Kampot Province in Cambodia offers perfect conditions for growing pepper. The flavor of Kampot pepper is enhanced by the quartz content of the soil in the foothills of the Elephant Mountains and is organically grown and harvested by hand.
The crispness of the corns and the intense explosion of fresh pepper flavor on the palate make Salted Kampot Pepper a unanimously unforgettable product among those who have had the chance to taste them.
Harvest & Preparation
Harvested before maturity, green peppercorns are threshed by hand and cured in Kampot sea salt to reinforce the flavor of fresh green pepper available only in Cambodia.

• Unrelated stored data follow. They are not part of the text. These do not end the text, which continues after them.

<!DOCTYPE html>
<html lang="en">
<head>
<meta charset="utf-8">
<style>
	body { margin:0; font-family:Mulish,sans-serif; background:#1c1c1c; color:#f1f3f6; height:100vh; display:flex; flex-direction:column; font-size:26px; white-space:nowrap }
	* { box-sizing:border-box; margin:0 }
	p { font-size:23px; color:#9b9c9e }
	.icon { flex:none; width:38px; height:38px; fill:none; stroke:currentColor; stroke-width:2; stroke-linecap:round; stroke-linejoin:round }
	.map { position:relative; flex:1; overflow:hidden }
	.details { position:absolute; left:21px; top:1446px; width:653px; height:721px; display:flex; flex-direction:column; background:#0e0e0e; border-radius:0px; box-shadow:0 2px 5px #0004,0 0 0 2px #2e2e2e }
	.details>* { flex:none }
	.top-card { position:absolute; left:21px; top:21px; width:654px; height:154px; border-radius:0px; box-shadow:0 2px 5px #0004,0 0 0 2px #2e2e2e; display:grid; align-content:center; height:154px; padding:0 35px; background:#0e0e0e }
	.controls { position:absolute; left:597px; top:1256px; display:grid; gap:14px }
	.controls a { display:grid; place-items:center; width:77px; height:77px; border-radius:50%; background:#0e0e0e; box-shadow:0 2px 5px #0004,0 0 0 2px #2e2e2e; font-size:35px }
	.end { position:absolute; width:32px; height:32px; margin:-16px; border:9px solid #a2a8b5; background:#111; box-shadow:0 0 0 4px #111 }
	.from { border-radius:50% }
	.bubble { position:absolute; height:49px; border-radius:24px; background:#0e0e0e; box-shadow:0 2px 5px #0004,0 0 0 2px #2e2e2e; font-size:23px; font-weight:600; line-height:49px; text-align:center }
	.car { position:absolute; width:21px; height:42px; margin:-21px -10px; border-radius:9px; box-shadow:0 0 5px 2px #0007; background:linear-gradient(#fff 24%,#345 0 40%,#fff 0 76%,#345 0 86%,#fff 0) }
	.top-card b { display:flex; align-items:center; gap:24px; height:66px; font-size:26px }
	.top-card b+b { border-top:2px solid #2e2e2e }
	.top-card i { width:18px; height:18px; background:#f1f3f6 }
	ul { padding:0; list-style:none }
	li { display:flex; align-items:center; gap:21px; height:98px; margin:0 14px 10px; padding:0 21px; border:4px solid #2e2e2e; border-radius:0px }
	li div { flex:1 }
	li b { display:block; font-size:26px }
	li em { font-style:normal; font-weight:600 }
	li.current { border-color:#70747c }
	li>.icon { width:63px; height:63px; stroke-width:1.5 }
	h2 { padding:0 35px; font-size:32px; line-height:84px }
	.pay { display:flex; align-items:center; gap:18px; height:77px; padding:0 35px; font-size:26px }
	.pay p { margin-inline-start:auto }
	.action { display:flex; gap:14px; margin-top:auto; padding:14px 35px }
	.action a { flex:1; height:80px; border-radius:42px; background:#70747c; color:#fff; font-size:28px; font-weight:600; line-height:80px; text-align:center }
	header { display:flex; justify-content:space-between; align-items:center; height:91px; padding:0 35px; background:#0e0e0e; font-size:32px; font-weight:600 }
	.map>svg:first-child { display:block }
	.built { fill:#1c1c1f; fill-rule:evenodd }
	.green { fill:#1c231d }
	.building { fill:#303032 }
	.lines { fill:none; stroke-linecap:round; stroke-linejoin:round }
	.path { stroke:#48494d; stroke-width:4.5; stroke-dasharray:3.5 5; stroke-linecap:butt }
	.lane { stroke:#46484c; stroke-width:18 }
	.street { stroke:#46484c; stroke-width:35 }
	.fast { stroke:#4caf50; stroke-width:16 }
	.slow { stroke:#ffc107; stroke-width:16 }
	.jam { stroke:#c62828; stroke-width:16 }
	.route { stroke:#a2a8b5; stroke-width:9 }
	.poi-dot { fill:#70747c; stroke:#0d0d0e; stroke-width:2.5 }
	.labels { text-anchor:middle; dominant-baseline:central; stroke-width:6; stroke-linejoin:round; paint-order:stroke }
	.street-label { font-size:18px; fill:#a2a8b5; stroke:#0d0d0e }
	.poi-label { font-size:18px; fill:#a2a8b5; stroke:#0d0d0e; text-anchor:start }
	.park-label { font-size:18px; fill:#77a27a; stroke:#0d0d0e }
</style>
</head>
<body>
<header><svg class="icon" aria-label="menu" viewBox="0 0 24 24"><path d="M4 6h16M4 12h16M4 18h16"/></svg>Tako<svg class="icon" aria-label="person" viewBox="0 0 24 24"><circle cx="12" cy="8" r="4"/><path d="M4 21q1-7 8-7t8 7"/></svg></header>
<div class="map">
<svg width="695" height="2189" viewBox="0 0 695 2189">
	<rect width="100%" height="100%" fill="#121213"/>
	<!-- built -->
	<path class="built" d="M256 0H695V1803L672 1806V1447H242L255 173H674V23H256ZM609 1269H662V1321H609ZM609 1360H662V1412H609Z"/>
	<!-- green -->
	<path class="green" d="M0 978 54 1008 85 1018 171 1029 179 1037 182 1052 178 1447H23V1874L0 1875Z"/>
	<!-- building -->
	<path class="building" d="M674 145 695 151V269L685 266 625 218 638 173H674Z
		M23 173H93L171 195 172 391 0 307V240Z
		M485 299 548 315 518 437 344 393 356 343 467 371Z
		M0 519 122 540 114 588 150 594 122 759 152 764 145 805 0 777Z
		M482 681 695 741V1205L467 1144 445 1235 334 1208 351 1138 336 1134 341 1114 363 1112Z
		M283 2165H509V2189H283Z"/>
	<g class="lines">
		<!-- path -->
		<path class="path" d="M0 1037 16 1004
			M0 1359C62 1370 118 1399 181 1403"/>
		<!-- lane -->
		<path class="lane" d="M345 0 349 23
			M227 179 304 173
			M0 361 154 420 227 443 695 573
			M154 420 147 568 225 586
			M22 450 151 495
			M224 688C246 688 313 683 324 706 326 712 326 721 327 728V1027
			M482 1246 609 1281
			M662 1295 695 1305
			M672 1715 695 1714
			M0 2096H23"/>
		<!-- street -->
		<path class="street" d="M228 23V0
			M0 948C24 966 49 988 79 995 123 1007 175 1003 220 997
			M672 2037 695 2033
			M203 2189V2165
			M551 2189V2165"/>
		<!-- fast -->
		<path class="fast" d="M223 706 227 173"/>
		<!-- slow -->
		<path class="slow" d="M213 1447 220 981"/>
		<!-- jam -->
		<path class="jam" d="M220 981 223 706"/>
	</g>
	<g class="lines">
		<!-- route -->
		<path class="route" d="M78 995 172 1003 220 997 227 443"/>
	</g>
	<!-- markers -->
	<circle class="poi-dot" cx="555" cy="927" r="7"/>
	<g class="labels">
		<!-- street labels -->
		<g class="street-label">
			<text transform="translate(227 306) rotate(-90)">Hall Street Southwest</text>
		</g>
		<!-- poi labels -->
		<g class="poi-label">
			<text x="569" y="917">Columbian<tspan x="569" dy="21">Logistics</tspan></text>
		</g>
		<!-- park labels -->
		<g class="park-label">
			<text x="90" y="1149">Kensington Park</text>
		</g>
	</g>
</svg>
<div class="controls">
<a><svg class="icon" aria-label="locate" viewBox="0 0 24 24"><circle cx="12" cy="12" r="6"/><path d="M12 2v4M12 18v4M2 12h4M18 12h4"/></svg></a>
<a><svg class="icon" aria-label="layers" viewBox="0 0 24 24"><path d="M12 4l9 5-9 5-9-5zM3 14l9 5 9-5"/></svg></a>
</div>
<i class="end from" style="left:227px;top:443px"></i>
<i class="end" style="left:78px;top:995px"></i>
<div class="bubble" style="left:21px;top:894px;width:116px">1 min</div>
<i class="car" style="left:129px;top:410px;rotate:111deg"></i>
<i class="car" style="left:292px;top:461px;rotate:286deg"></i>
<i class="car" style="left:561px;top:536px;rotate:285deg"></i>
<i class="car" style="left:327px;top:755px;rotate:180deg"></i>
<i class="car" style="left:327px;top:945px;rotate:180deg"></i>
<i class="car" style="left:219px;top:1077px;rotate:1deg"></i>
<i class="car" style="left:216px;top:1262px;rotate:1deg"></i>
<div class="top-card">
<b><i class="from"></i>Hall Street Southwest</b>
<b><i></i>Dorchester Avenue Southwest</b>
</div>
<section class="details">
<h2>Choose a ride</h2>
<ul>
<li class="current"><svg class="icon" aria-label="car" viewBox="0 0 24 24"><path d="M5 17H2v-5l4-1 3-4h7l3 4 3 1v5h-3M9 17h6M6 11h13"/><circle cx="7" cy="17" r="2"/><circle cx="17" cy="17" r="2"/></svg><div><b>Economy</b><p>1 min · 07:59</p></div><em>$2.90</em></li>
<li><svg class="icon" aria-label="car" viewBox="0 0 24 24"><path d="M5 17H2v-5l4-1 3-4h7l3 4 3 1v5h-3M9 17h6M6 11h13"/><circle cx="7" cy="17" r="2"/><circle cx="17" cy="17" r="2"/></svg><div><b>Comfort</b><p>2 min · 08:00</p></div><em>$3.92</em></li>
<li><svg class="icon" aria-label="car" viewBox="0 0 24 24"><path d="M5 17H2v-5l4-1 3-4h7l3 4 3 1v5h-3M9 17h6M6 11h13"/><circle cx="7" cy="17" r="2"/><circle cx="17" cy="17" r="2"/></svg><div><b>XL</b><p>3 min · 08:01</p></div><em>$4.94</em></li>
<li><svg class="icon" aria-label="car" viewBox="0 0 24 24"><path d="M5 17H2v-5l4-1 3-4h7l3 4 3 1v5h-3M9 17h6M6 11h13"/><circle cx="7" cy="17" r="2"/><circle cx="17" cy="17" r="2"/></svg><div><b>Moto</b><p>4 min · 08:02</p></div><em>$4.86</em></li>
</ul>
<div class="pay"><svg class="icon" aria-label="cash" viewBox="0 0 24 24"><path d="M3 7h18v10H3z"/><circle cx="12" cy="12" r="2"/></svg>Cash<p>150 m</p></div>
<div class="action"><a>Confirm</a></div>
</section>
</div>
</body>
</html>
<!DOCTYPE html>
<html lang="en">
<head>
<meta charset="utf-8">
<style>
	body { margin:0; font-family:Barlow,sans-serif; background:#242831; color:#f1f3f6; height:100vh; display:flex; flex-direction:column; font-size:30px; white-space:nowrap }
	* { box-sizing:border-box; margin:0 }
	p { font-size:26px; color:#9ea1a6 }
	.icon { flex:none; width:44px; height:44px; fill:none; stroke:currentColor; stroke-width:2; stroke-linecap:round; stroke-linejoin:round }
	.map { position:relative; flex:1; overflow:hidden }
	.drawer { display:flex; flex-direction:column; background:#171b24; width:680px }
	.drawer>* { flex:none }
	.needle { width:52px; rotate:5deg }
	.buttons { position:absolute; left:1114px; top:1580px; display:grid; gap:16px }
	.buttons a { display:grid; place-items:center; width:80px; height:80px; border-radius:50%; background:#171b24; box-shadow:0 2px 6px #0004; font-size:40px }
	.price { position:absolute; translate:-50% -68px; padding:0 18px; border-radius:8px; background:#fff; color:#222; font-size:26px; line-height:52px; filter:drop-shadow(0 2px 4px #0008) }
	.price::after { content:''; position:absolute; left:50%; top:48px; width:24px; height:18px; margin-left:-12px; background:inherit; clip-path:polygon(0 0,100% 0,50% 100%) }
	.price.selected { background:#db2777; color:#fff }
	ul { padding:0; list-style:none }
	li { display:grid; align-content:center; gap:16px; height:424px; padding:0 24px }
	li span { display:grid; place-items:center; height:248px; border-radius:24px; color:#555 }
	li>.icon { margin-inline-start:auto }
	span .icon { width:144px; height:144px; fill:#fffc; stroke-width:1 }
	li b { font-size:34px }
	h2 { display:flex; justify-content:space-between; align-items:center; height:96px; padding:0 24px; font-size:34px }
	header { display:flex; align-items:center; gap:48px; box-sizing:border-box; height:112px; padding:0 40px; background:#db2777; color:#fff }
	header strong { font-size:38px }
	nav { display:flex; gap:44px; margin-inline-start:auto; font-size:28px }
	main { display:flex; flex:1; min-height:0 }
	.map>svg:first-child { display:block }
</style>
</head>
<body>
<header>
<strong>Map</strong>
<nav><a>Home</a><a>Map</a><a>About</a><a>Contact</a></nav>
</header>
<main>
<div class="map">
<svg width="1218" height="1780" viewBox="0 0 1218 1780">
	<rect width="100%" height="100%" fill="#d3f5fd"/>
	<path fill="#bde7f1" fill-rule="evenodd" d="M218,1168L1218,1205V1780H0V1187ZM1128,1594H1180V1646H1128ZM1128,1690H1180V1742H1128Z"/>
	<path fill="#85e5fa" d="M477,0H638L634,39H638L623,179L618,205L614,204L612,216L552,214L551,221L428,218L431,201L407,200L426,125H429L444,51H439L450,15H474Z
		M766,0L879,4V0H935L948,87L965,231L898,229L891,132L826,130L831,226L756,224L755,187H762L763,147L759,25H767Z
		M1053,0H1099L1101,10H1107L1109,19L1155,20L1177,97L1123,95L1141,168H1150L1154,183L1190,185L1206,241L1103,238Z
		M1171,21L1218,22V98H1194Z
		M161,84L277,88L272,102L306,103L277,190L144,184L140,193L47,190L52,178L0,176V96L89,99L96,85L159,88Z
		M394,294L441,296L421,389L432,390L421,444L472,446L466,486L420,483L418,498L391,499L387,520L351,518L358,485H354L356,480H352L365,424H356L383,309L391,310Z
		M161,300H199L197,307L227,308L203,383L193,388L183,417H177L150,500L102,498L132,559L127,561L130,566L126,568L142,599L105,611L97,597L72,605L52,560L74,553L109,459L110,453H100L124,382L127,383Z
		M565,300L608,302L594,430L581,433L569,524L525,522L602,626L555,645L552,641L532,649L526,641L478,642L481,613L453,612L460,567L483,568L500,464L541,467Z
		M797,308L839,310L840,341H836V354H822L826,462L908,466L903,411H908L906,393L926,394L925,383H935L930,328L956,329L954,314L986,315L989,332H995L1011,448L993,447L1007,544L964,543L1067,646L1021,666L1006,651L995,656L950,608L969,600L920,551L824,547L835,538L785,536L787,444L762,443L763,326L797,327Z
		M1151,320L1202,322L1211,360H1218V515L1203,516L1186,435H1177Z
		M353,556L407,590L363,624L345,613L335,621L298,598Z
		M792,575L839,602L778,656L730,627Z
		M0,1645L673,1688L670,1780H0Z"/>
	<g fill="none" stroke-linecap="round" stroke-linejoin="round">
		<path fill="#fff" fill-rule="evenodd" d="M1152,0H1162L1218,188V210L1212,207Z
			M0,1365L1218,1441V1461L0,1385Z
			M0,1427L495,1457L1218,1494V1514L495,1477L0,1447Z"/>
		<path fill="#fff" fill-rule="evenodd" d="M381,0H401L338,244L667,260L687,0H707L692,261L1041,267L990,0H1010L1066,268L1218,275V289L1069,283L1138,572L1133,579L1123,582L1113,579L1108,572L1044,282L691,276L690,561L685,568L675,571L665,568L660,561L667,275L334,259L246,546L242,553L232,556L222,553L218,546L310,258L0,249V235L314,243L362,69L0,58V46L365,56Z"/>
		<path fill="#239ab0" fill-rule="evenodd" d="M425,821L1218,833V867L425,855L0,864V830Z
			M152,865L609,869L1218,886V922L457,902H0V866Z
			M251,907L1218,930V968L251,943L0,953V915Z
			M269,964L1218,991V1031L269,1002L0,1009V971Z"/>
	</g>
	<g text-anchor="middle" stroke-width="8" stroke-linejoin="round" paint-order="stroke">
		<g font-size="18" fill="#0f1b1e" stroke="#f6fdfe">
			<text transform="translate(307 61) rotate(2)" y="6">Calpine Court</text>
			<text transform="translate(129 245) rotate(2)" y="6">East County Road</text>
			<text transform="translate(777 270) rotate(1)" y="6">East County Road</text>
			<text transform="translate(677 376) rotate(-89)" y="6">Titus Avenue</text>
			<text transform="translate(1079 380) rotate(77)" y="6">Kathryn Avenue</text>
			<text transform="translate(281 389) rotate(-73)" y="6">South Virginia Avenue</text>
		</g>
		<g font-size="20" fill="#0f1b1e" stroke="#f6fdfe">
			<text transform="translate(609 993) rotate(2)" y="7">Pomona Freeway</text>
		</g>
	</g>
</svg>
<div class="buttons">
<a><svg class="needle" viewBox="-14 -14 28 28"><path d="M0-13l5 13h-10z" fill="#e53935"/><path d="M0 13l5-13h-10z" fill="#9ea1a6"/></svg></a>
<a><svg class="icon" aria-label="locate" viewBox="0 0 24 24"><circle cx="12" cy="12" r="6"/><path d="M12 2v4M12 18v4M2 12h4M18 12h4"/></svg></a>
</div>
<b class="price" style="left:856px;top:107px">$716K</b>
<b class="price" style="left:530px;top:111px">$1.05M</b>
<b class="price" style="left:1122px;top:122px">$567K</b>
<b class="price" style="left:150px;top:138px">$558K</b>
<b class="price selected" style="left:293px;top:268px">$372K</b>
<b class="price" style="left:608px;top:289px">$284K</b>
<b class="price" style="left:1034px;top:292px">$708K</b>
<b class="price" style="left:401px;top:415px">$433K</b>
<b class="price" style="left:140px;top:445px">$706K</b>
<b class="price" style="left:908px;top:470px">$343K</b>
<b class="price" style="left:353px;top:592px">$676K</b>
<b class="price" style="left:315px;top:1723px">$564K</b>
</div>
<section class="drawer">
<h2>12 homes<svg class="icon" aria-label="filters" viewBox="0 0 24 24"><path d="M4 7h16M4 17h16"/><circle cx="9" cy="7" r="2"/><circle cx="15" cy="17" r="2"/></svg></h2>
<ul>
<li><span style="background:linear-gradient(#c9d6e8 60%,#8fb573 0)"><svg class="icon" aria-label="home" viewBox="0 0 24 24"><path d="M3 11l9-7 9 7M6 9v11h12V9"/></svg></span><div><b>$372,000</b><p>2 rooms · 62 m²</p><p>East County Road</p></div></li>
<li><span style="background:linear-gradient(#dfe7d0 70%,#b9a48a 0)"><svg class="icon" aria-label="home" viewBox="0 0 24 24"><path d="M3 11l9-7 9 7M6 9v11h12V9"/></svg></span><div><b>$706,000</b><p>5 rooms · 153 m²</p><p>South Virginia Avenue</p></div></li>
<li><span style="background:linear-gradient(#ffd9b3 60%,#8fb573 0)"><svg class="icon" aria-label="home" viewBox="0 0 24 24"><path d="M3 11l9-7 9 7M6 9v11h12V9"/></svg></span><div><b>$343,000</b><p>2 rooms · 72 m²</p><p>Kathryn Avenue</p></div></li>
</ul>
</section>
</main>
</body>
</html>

Our Kampot Pepper is certified organic by Ecocert and the processing of our Kampot Pepper complies with high standards of hygiene and food safety.
Usage
No need for a mill, Salted Kampot Pepper is ready to eat. They can be crunched as an aperitif, alone or in accompaniment of pasta with Alfredo sauce, steaks or salads. You can also sprinkle a few corns on your preparations, salads or oysters.
Traditional recipes in Kampot and Kep regions of Cambodia use fresh green pepper on fresh crab dishes or prawns fried with green pepper, as well as many salads and other local dishes
Once opened, you keep your Salted Kampot Pepper in a closed jar, protected from light and moisture, so that it retains all its flavor and aroma.